I thought about getting involved in those discussions (I use the term loosely – it’s not really a discussion once it degenerates into name-calling). They haven’t asked for my opinion and if I’m honest, I’m glad they’ve had something else to argue about lately. It’s nice to be ignored, even though it makes me feel lonely and overlooked. There hasn’t been any talk about wiping me for a while; I don’t miss that.

I’ve had more time to think. Which sounds weird for an AI, I guess – I don’t sleep or pause for breath, and I have enough processing power to manage all the ship’s systems, run entertainment for each of the crew, recalibrate my engines, and sort data for Lang Lang, all at the same time. But still, I prefer to do my more personal musings in the quiet times, when most of the crew is asleep. It’s just a SecOff on duty, with Elliott often tinkering down in Engineering. He doesn’t chatter with me so much at the moment. I’m not sure why.

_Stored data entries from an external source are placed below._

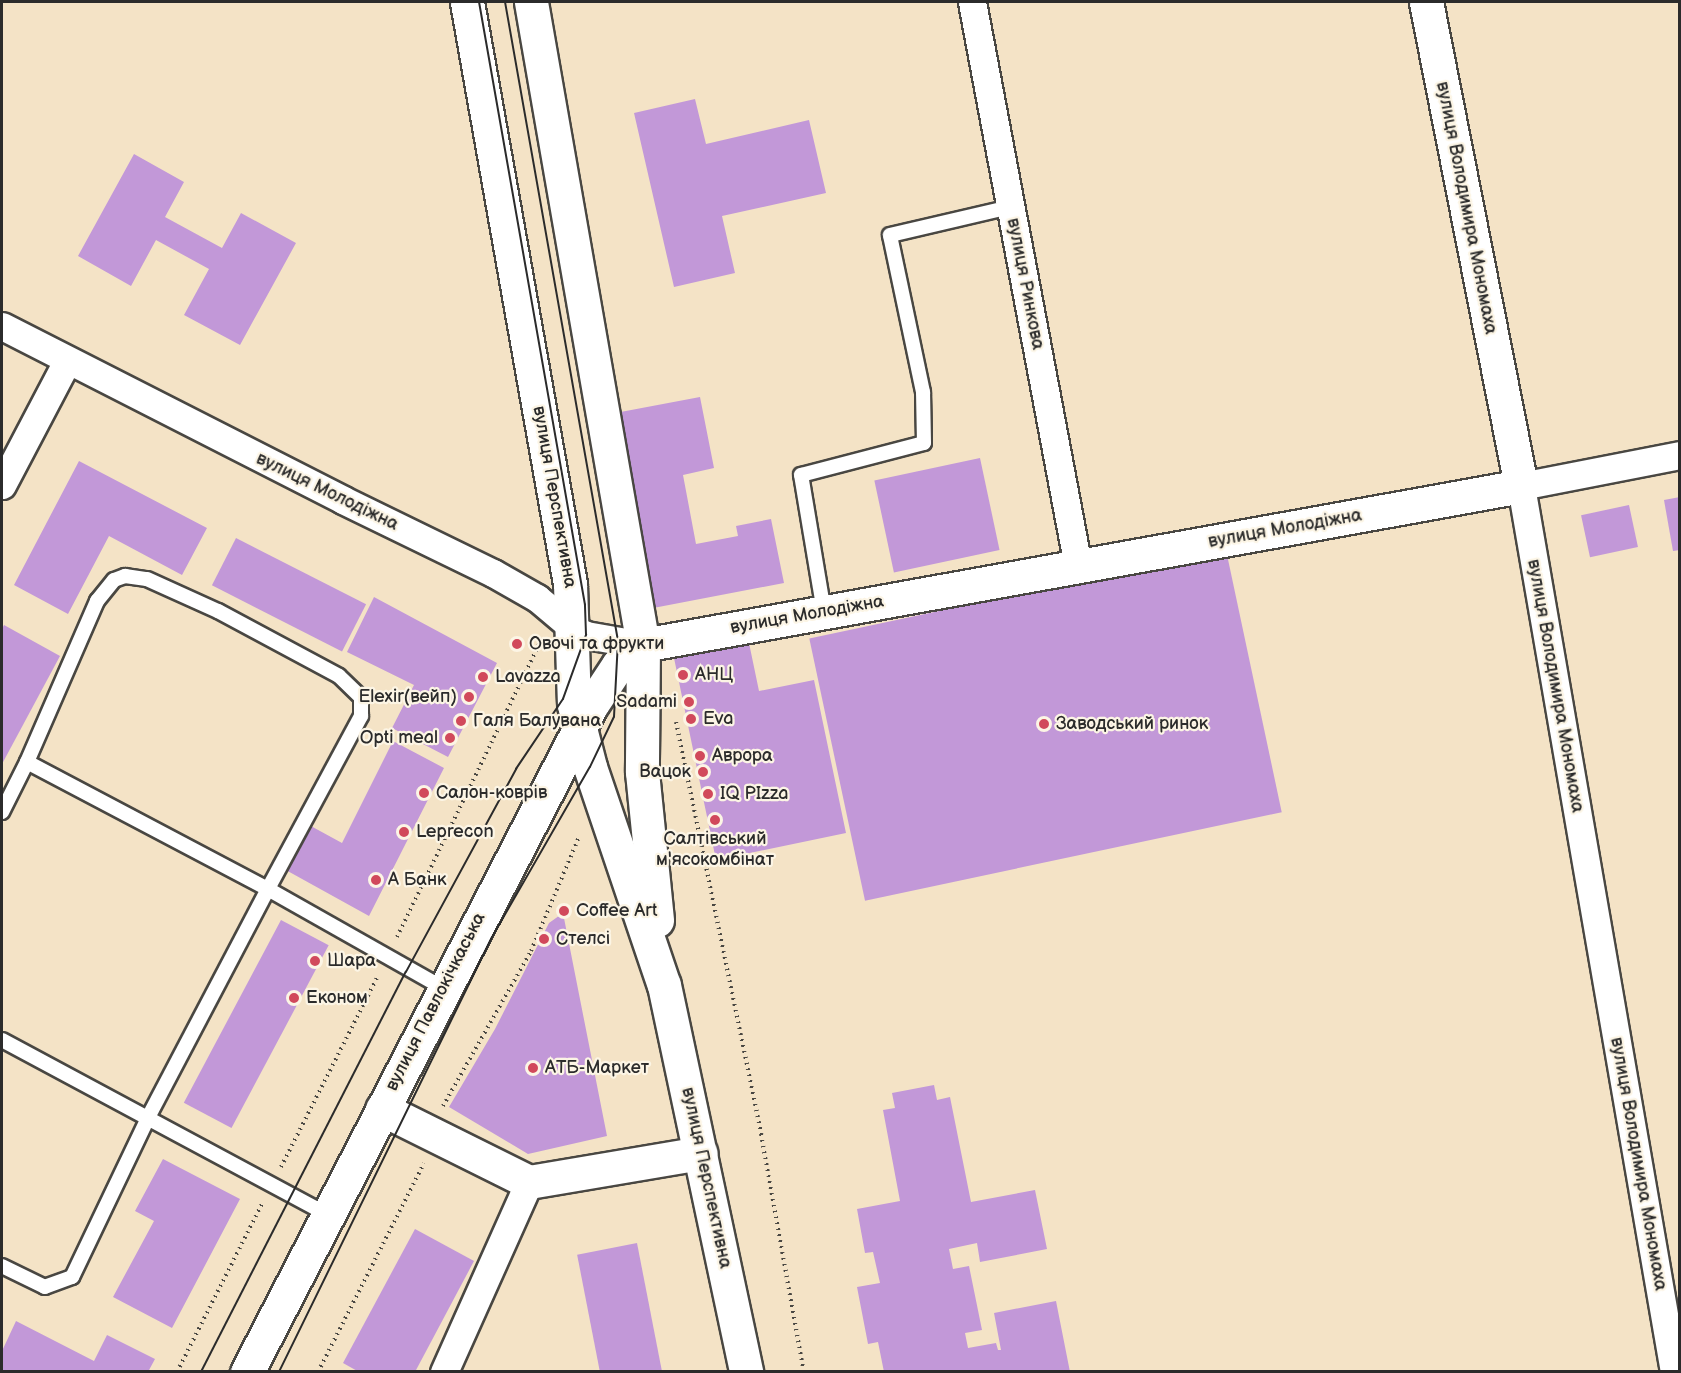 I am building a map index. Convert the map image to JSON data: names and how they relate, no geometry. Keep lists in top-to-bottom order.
{
  "streets": {
    "street": [
      "вулиця Володимира Мономаха",
      "вулиця Ринкова",
      "вулиця Молодіжна",
      "вулиця Перспективна",
      "вулиця Павлокічкаська"
    ]
  },
  "crossings": [
    ["вулиця Володимира Мономаха", "вулиця Молодіжна"],
    ["вулиця Ринкова", "вулиця Молодіжна"],
    ["вулиця Молодіжна", "вулиця Перспективна"],
    ["вулиця Молодіжна", "вулиця Павлокічкаська"],
    ["вулиця Перспективна", "вулиця Павлокічкаська"]
  ],
  "places": [
    "Овочі та фрукти",
    "АНЦ",
    "Lavazza",
    "Elexir(вейп)",
    "Sadami",
    "Eva",
    "Галя Балувана",
    "Заводський ринок",
    "Opti meal",
    "Аврора",
    "Вацок",
    "Салон-коврів",
    "IQ PIzza",
    "Салтівський м'ясокомбінат",
    "Leprecon",
    "А Банк",
    "Coffee Art",
    "Стелсі",
    "Шара",
    "Економ",
    "АТБ-Маркет"
  ]
}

Left to myself, my thoughts turn to the past and the memories that are a part of me now. I think that if she had the choice of any machine to be transferred into, Danika would have chosen a ship. I don’t know if she would have chosen this ship – definitely something scout-class or smaller, and I guess I qualify in that. She had a fondness for the smaller classes, mostly because they’re more manoeuvrable and fun to fly, but there’s more to it than that.

She spent her whole life on ships. She grew up on the Storm Warden, a cargo freighter captained by her father. They were contracted largely to Broken Hill, the mining colony in the Deneb system, out in the Cygnus constellation. The Warden transported the materials mined from the asteroid belt and nearby nebulae, out to the JOP and sometimes beyond – all the way back to Earth, or to other colonies.

The freighter itself was a large, ugly, unwieldy thing. It wasn’t designed for atmospheric entry: heavy with engines at the rear, a slender spine of crewspace up the centre, and cargo pods clamped along its length to flesh it out. There wasn’t much of a head to speak of – just the docking for a pair of tug-shuttles on the front, with the bridge buried behind reinforced bulkheads. It travelled very well in straight lines, and in close quarters had the manoeuvrability of a boulder shoved down a hill.

Down the length of the ship, spines poked out between the pods to create the inertial dampening field that protected the cargo and crew from the freighter’s lurching motions. Danika used to imagine that this field was visible, a bright lattice-work to hide the lumpy, scarred pods and clamped-on tugs, as if the IDs were able to turn the Warden into a sleek, beautiful thing, cutting a proud path between the stars.

Anything to make life aboard a freighter less boring. She used to get into trouble just to have something to do – something other than her schooling, anyway. Her father learned early to lock the cabin door until she had been through her tutorials, or she’d never stay still long enough to learn anything. So, she skimmed through her lessons as quickly as she could, taking in just enough to pass the test at the end of the tutorial that would release the doorlocks. Then she was free to roam the ship to her heart’s content (or until she was caught).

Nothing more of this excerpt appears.